The Book of the Green Knight
Here's a sketchbook from my student days, from the winter of 1972/73; its subject matter includes birds and plants drawn as part of my natural history course but also my room at college, the concerts and exhibitions I went to and the food I ate (I often chose appealing subjects like fish, fruit and croissants which I could draw first, then eat).
Barbara mentions that there's a mosquito in the bathroom, they're attracted in at the open window by the light on sultry summer nights.
'It's the sort that you can hear buzzing towards you,' she says.
'I'll never hear that,' I say; I've lost the upper frequencies of my hearing. I put it down to a single punk rock concert I went to at the local college. I'm surprised that I do hear the mosquito as it makes short flights from one part of the ceiling to another. I'm pleased that my hearing extends to such quiet sounds. It reminds me of the buzz of children at play, heard in the distance.
'BzzzzzzzZZZzzzzzzzzzzzz. . . .'
Luckily this is a male mosquito (he uses those bottle-brush antennae to locate the female) and so there's no danger of us being bitten.

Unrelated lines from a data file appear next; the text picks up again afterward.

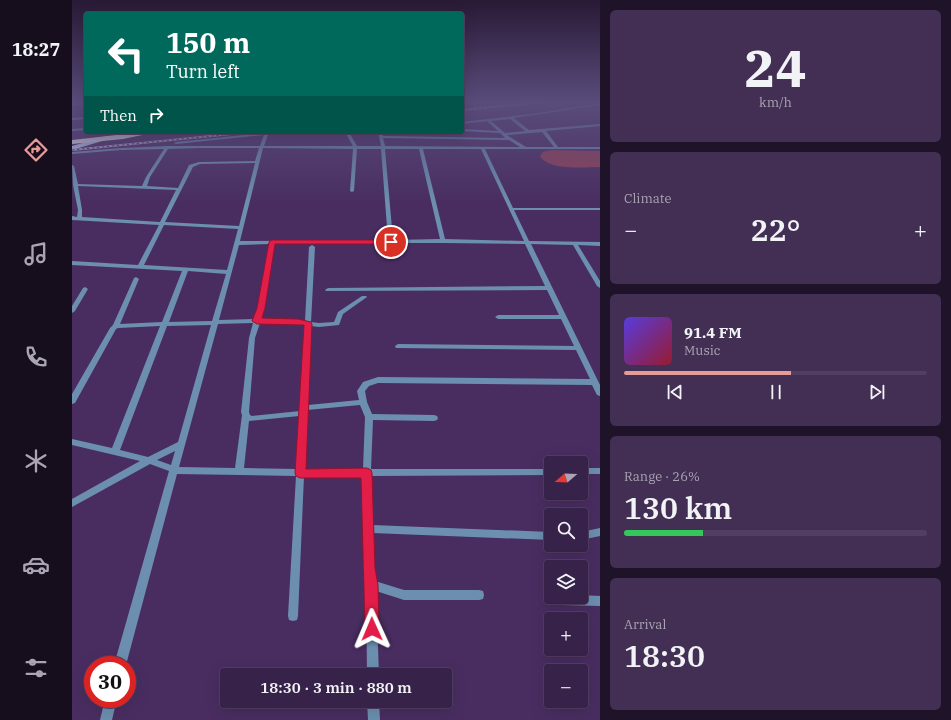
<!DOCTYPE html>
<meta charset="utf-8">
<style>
body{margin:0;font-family:"IBM Plex Serif",serif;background:#422f53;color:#f1f3f6;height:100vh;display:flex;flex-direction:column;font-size:15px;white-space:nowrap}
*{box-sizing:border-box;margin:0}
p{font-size:13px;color:#aaa4b4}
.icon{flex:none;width:22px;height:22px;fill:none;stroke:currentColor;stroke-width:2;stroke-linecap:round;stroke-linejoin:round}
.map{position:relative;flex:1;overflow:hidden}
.sheet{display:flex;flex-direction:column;gap:10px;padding:10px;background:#1e1328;width:351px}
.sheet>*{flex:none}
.top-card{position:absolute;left:12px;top:12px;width:380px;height:122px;border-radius:4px;box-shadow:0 4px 16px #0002,0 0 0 1px #513f61;background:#00695c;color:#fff;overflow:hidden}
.needle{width:26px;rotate:251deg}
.tools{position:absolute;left:472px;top:456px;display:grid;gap:8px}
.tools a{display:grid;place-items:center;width:44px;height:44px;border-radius:4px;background:#372249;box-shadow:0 4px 16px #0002,0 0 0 1px #513f61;font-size:20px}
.speed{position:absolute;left:12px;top:656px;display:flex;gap:8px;font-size:20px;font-weight:700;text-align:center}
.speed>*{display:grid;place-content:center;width:52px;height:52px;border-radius:50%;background:#372249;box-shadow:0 4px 16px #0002,0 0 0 1px #513f61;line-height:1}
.speed .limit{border:6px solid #d22;background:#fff;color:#111}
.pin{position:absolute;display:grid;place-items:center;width:34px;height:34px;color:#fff;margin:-17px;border:2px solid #fff;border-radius:50%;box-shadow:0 1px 4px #0007}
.me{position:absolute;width:44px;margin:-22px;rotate:359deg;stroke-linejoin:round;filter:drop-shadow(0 0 3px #0008)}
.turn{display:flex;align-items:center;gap:14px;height:84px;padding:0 16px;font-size:18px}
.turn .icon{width:52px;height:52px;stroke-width:2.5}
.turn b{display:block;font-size:28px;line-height:34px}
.then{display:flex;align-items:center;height:38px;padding:0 16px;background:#0003;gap:8px;font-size:15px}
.big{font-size:30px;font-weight:600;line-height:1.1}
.sheet .tile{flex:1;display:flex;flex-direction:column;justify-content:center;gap:6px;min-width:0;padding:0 14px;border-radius:6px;background:#422f53}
.sheet .dial{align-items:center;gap:0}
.dial b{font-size:52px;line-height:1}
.song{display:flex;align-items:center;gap:12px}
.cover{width:48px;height:48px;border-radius:6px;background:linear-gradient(135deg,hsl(250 70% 55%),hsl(350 70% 35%))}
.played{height:4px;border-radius:2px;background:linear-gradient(90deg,#e69b98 55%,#513f61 55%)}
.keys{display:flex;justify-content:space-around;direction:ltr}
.heat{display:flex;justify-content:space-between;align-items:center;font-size:22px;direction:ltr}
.charge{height:6px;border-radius:3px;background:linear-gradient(90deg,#34c759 26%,#513f61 0)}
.trip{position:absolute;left:148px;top:668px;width:232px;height:40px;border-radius:4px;background:#372249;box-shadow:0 4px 16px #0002,0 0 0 1px #513f61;font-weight:600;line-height:40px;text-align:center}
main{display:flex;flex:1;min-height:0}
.dock{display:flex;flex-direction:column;width:72px;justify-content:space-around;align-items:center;background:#160e1d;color:#aaa4b4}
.dock .icon{width:28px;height:28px}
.dock .on{color:#e69b98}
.dock b{font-size:18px;color:#f1f3f6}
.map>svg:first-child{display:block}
</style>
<main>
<nav class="dock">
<b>18:27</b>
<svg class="icon on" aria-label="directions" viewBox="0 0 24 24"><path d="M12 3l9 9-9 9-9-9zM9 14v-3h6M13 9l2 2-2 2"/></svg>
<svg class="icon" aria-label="music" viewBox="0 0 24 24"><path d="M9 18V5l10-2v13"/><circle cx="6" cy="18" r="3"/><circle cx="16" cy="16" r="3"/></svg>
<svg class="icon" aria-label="phone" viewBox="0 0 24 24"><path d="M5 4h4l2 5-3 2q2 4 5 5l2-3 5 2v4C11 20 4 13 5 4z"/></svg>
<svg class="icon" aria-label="climate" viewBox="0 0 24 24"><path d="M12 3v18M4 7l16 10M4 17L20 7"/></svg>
<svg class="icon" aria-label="car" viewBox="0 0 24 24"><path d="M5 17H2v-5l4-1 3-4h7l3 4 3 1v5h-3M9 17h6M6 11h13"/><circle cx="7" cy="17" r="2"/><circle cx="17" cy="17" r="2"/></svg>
<svg class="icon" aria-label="filters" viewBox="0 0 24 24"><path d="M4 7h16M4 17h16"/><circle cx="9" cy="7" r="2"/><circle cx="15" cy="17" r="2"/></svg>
</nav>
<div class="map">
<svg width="528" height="720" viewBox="0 0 528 720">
<rect width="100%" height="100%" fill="#492d61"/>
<path fill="#914054" d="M479,150L528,151V167C513,167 477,171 468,156L471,152Z"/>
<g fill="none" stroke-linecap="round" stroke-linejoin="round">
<path fill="#6c8fb0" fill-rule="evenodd" d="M0,103H14V105H0Z
M528,103V105L442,118L457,130L528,124V126L474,131L486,147H528V149H413L441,208H528V210H442L457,241L528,242V246L506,245L528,281V288L525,286L501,245L459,244L528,385V396L525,395L520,385L306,383L297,386L293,391L295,402L300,414L362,415L365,416L366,418L365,420L362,421L301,420L299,469H479V475L299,476L300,525L479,532V540L300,533L301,568L303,581L332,590H407L411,591L412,595L411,599L407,600H332L304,591L307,675H295L294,585L291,568V476H232L226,616L225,620L221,621L217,620L216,616L224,476L105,474L54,665H42L97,471L78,464L0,507V499L68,461L0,445V439L40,448L88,326L46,328L44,329L3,403L0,404V394L38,328L41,325L62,278L64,277L67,279L48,324L90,322L110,271L0,265V261L66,265L87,225L0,220V216L5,217L6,210L1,185L0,165L2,166L6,184L70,186L74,177L92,149L49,150L0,154V152L49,148L95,146H188L192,135L104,144L102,143L104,142L201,132H214L196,135L192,146H281L273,132H277L285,146H309L306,132H310L311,136L433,138L428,133L390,131V129L426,131L415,121L390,124V122L467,113ZM438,119L453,131L433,133L419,121ZM470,132L482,147H454L435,135ZM311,138L437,140L448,147L313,146ZM127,148H187L183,161L127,162L117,165L106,188L75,186L78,177L96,149ZM191,148L281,149L278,191L280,192L282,191L285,149H309L316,240L168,241ZM313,149H347L368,239L321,240ZM351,149H409L452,241L373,239ZM183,163L167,226L93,222L121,167L128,164ZM6,186L104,190L88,222L10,217V210ZM92,225L166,229L155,270L72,265ZM317,243H371L453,244L473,286L256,288L253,290L254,291L475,290L487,315H426L423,317L426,319H489L502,346L326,344L323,346L324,348L504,350L518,379L306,377L291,382L285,391L287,400L236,405L239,326L247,327L267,325L271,314L295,297L294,296H290L266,312L262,322L247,323L239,322L243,247L240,245L237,247L233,321L189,319L192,308L202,244ZM197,244L186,308L182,319L147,320L167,245ZM116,271L154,274L140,321L97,322ZM181,323L177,338L169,412L170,415L163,468L107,467L146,324ZM188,323L233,325L228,411L180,416L178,415L177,412L183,338ZM139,325L106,442L76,457L48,450L95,326ZM288,405L293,417L291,469H233L235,410ZM227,416L224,469L172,468L177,421ZM103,451L99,465L85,460Z
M14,117V119L0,120V118Z
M14,128V130L0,131V129Z
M13,287L16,289L3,311L0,313V306L11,288Z
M509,468H528V474H509Z
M528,528V536L509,540V532Z
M509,595L528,596V606L491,605L487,604L486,600L487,597H509Z
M33,699H45L40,720H28Z
M295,701H307L308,720H296Z"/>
<path fill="#c1ddf8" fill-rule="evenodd" d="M35,136L38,138L37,139L0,150V146Z"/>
<path fill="#f8f8f8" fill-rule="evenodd" d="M71,132H85L51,139L0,144V140Z"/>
<g stroke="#c7b6d9" stroke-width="2">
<path id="rail" d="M390,110L470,102
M0,150L179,132"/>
</g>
<use href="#rail" stroke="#492d61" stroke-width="1" stroke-dasharray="2.5" stroke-linecap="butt"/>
</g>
<linearGradient id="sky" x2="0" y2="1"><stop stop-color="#281935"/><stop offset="0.5" stop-color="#594c7b"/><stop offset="1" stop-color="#594c7b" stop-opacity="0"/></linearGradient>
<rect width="528" height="203" fill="url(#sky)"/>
<path fill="#e11d48" stroke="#92132f" d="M200,240H319L323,242L319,244H203L193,308L190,318L226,319L239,322L240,324L234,469L295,468L299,470L300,473L303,568L306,585L307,629L305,634L300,636L295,634L293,629L289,478H228L224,476L223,473L232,325L185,324L180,321L185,308L197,242Z"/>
</svg>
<div class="tools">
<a><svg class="needle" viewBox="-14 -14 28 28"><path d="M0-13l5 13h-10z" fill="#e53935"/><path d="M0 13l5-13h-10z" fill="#aaa4b4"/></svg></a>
<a><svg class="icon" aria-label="search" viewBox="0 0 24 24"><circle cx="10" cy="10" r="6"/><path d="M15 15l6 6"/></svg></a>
<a><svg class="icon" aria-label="layers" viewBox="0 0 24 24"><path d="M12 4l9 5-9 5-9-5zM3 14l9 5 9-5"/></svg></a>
<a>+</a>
<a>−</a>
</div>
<div class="speed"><div class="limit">30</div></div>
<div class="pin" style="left:319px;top:242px;background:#d93025"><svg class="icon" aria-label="arrive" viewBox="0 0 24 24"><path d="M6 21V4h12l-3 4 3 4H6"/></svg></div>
<svg class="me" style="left:300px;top:629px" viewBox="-20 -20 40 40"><path d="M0-17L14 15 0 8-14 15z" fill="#e11d48" stroke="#fff" stroke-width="4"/></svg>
<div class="trip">18:30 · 3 min · 880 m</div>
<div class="top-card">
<div class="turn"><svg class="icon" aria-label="left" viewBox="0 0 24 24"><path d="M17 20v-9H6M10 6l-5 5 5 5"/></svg><div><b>150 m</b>Turn left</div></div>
<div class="then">Then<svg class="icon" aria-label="right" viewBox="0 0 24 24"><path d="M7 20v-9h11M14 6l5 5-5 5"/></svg></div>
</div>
</div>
<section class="sheet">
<div class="tile dial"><b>24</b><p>km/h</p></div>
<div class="tile"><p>Climate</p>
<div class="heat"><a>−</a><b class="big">22°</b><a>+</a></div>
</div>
<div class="tile">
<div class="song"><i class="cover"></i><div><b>91.4 FM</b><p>Music</p></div></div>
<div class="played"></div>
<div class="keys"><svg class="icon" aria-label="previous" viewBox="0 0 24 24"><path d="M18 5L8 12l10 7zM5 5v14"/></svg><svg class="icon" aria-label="pause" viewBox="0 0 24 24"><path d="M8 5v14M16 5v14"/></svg><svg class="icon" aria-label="next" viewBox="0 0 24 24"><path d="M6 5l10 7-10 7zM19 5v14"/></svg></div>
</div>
<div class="tile"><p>Range · 26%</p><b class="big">130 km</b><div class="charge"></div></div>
<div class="tile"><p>Arrival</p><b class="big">18:30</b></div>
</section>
</main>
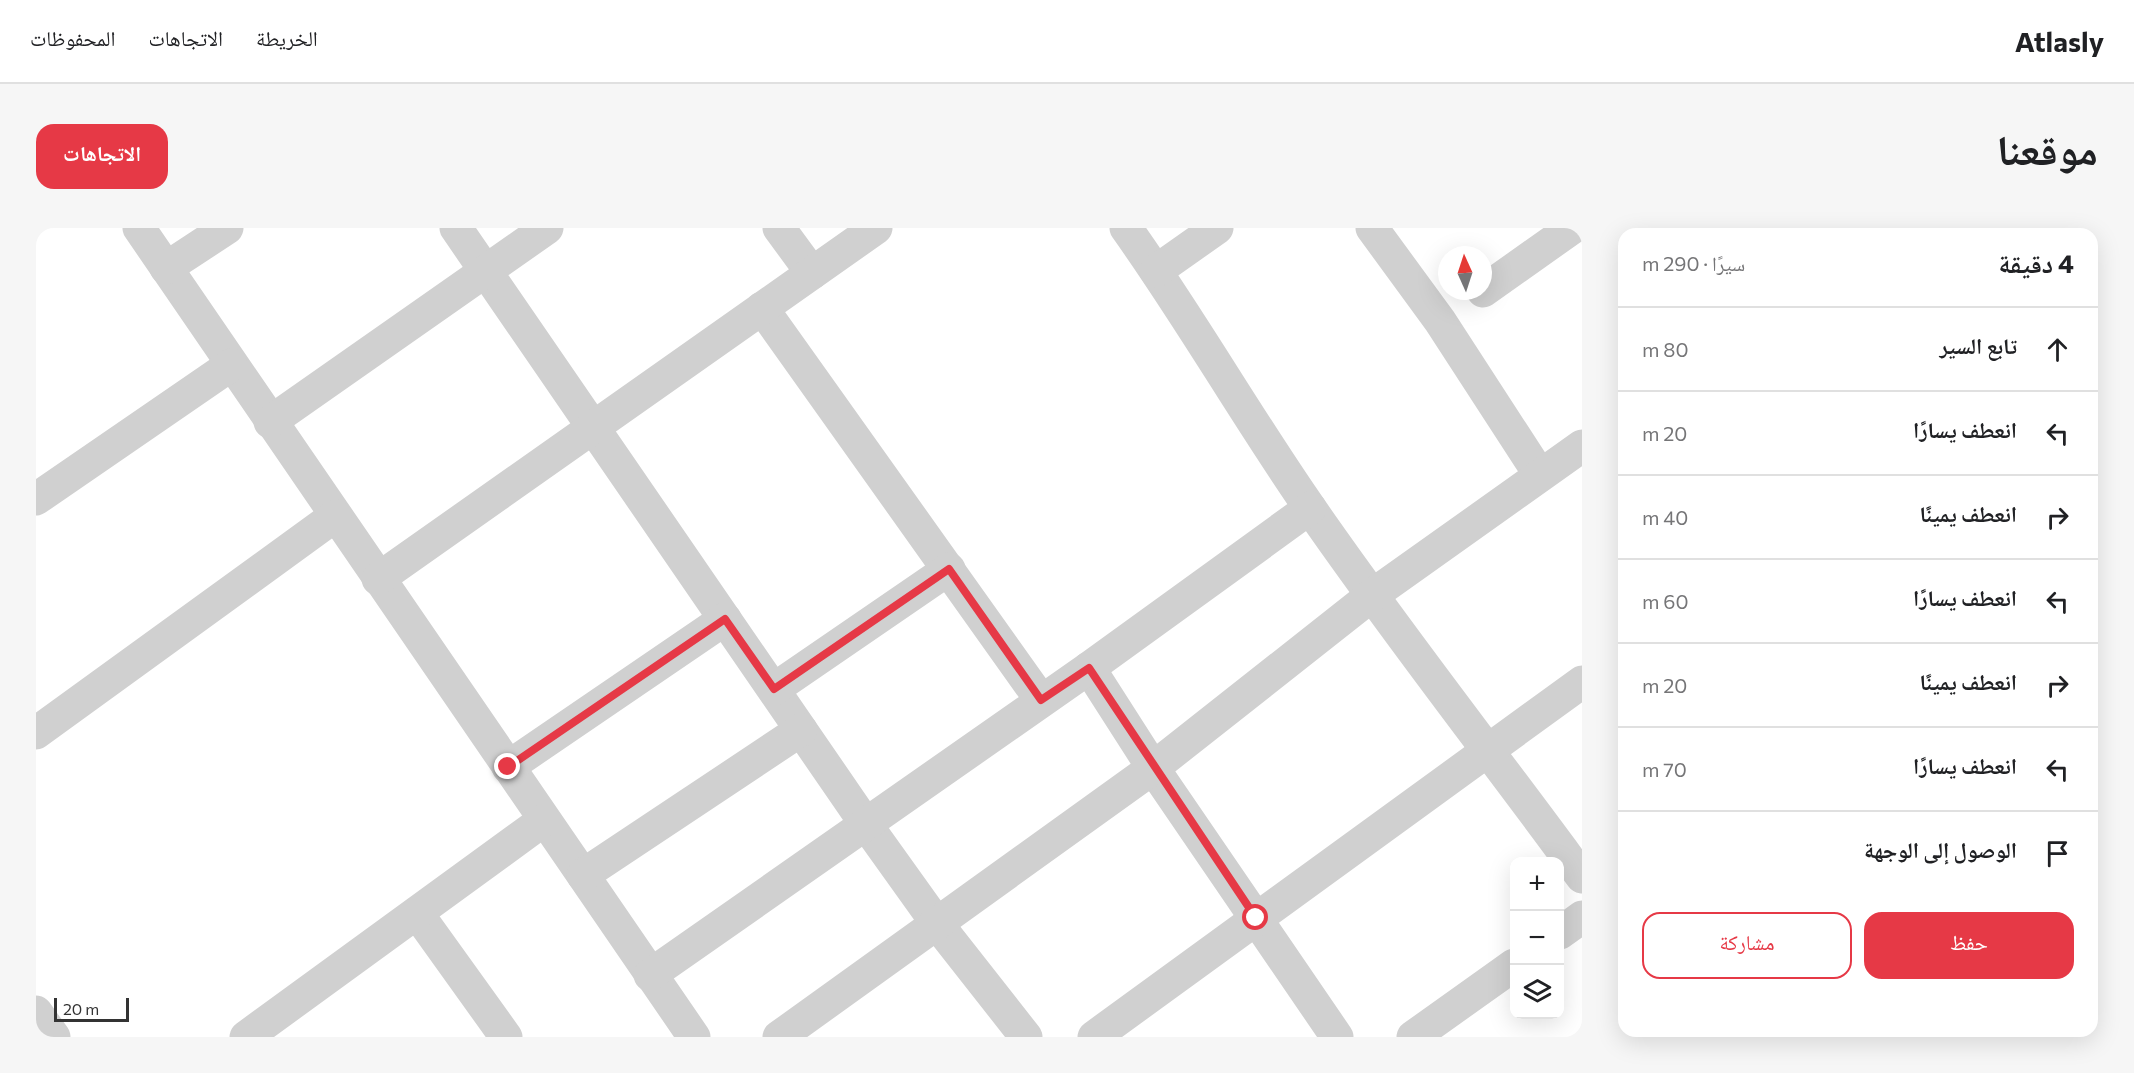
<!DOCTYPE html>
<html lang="ar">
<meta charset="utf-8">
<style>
body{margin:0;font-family:Commissioner,"Noto Naskh Arabic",sans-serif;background:#f6f6f6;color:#202124;direction:rtl}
.controls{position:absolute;right:18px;bottom:18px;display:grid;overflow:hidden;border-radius:12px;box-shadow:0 6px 24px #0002}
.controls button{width:54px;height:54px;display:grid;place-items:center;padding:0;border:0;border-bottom:2px solid #e0e0e0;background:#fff;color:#202124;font:30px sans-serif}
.compass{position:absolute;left:1402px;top:18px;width:54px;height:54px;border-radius:50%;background:#fff;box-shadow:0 6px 24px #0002;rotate:357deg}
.scale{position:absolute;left:18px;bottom:15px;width:75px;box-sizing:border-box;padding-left:6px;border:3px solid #333;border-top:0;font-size:16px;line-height:21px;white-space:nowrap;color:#333;-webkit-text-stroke:4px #fff;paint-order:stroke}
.stop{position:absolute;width:18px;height:18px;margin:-14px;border:4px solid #e63946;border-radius:50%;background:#fff}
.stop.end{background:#e63946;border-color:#fff;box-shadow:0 2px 6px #0008}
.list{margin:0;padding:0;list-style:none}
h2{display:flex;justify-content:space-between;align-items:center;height:78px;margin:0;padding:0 24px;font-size:26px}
h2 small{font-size:20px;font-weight:400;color:#757577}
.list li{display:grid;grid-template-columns:39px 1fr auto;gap:18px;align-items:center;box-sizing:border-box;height:84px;padding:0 24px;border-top:2px solid #e0e0e0}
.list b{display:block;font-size:22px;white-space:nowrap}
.list em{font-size:20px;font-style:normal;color:#757577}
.actions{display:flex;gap:12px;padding:18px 24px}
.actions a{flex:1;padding:14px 0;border:2px solid #e63946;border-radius:18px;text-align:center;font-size:21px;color:#e63946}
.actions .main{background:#e63946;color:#fff}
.icon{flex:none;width:33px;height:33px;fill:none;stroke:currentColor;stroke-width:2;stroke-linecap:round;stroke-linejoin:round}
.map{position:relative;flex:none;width:1546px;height:809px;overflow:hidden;direction:ltr;border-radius:18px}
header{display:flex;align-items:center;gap:36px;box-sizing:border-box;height:84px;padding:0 30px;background:#fff;border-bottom:2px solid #e0e0e0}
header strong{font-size:28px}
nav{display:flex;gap:33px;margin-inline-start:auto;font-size:21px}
.intro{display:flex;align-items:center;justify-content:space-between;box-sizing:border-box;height:144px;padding:0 36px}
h1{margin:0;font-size:42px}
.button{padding:15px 27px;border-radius:18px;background:#e63946;color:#fff;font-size:21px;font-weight:700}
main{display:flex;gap:36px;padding:0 36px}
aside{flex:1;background:#fff;border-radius:18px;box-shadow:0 6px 24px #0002}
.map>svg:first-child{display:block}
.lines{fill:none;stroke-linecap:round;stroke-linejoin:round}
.minor{stroke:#d0d0d0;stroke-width:33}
.route{stroke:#e63946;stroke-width:8}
</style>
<header>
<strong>Atlasly</strong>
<nav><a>الخريطة</a><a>الاتجاهات</a><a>المحفوظات</a></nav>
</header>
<div class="intro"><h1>موقعنا</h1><a class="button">الاتجاهات</a></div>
<main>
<aside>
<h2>4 دقيقة<small>سيرًا · 290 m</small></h2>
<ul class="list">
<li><svg class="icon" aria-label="ahead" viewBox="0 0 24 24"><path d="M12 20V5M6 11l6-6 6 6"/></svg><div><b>تابع السير</b></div><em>80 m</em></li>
<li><svg class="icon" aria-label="left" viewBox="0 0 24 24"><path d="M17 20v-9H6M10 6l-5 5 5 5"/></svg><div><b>انعطف يسارًا</b></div><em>20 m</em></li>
<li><svg class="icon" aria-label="right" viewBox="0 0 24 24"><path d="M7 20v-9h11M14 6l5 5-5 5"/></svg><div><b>انعطف يمينًا</b></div><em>40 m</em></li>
<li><svg class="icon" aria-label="left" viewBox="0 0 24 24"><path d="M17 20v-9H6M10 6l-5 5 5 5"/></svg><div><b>انعطف يسارًا</b></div><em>60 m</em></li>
<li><svg class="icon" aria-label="right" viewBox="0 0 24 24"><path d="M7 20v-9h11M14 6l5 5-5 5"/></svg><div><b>انعطف يمينًا</b></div><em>20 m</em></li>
<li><svg class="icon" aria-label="left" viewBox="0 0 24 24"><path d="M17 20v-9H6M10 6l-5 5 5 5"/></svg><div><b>انعطف يسارًا</b></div><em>70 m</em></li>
<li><svg class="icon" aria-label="arrive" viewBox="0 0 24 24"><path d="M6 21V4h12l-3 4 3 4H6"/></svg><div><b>الوصول إلى الوجهة</b></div></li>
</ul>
<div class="actions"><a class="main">حفظ</a><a>مشاركة</a></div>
</aside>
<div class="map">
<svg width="1546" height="809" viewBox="0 0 1546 809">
<rect width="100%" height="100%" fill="#fff"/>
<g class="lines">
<!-- minor -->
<g class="minor">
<polyline points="103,0 658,809"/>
<polyline points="420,0 829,595 902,697 990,809"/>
<polyline points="743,0 776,45"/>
<path d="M1090 0C1155 91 1210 188 1274 280 1361 406 1456 526 1546 649"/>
<polyline points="1336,0 1404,93 1504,247"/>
<polyline points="130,40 191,0"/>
<polyline points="1120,43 1181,0"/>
<polyline points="1447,63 1536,0"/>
<polyline points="726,80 1005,472"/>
<polyline points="234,194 511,0"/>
<polyline points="0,271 195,137"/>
<polyline points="342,351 840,0"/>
<polyline points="1053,440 1117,540 1301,809"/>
<polyline points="738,461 913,341"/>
<polyline points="0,505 299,288"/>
<polyline points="472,539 689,391"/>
<polyline points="547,647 765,502"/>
<polyline points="381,685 470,809"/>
<polyline points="1524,705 1546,689"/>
<polyline points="614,747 1053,440 1274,280"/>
<polyline points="0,784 18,809"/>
<polyline points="210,809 508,592"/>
<polyline points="743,809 1117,540 1335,368 1546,218"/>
<polyline points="1058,809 1546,454"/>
<polyline points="1377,809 1478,737"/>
</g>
</g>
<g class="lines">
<!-- route -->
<polyline class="route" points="472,539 689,391 738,461 913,341 1005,472 1053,440 1220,690"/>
</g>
</svg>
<div class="controls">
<button>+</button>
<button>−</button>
<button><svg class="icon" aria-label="layers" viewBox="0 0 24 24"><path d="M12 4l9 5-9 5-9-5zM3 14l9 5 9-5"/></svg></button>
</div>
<svg class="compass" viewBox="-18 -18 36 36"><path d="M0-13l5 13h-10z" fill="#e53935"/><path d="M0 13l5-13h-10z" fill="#757577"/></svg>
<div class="scale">20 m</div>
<div class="stop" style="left:1220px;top:690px"></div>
<div class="stop end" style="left:472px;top:539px"></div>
</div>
</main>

What Katy Did in the Brown Out
Nature journalist Clare Walker Leslie (who is getting out with her sketchbook a good deal more than me recently) writes to me from Cambridge, Massachusetts:
I guess I'd hear katydids if we had them in England but listening to our native grasshoppers is a childhood memory for me, thanks to my one night at that Little Joe Story concert (well, that's what I think permanently damaged my hearing). But I can easily hear crickets when we're abroad.